Your instructions =>
Go through the entries below. Copy out every line that contains "JSON".
·····
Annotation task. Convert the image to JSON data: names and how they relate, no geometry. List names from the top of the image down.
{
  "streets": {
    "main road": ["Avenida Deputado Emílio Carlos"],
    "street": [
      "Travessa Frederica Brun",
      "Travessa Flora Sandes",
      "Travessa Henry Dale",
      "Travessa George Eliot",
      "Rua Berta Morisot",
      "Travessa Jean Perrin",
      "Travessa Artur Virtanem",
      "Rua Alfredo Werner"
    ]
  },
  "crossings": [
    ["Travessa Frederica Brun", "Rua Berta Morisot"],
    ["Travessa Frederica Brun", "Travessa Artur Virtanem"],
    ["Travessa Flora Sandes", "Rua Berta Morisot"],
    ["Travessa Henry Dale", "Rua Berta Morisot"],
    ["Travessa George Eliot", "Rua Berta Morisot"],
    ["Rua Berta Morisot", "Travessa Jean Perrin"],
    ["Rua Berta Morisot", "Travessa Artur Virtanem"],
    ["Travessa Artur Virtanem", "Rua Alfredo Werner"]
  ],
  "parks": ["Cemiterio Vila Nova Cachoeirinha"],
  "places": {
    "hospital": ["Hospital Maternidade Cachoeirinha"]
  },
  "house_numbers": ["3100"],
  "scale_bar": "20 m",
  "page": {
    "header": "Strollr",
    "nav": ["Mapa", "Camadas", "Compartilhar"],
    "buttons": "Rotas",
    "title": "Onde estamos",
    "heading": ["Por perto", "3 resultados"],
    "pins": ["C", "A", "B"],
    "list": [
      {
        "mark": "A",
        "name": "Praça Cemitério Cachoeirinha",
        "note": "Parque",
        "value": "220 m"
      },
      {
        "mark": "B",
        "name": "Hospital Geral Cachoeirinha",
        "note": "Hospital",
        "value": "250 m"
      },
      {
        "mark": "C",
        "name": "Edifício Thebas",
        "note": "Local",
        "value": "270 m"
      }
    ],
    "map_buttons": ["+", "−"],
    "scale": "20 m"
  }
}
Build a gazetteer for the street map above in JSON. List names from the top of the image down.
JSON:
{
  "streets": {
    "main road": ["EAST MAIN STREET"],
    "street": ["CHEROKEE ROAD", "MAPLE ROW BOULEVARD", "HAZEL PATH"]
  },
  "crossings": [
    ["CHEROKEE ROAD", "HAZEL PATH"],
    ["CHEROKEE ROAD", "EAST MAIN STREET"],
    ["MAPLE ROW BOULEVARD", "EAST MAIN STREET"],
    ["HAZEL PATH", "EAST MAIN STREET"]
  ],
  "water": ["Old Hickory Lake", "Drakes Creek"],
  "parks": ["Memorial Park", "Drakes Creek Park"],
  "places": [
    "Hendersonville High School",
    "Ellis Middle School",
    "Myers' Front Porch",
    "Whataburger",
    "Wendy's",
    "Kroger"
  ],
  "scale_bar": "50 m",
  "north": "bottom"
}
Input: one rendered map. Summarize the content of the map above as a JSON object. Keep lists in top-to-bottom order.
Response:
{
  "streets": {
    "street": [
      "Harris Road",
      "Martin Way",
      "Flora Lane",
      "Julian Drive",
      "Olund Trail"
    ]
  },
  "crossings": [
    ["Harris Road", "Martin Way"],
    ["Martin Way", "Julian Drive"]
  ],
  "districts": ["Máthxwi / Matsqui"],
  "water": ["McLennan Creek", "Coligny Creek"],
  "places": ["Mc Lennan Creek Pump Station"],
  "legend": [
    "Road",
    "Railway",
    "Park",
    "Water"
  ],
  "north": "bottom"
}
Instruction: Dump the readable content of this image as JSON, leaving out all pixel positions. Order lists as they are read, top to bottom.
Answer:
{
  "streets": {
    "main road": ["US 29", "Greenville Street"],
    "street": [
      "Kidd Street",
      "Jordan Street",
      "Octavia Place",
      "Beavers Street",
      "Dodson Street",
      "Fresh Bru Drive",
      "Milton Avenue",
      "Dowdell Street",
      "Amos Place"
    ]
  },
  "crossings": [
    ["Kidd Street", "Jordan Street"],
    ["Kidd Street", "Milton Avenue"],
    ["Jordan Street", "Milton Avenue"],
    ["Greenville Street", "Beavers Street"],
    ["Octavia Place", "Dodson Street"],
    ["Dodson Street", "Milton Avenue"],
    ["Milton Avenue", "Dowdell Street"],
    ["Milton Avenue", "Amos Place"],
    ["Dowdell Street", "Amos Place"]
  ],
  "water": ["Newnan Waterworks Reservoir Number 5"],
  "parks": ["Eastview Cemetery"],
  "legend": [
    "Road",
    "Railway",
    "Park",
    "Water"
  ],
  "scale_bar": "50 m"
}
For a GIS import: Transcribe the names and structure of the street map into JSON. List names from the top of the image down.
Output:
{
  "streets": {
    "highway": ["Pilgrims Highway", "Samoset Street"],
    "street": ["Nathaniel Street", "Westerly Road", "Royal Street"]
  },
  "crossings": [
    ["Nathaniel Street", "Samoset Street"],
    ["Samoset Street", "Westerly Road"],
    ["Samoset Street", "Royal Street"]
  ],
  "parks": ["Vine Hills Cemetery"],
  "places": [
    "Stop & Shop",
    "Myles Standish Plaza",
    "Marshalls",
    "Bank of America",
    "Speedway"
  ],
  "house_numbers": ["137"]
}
·····
Solution =>
Annotation task. Convert the image to JSON data: names and how they relate, no geometry. List names from the top of the image down.
Build a gazetteer for the street map above in JSON. List names from the top of the image down.
JSON:
Input: one rendered map. Summarize the content of the map above as a JSON object. Keep lists in top-to-bottom order.
Instruction: Dump the readable content of this image as JSON, leaving out all pixel positions. Order lists as they are read, top to bottom.
For a GIS import: Transcribe the names and structure of the street map into JSON. List names from the top of the image down.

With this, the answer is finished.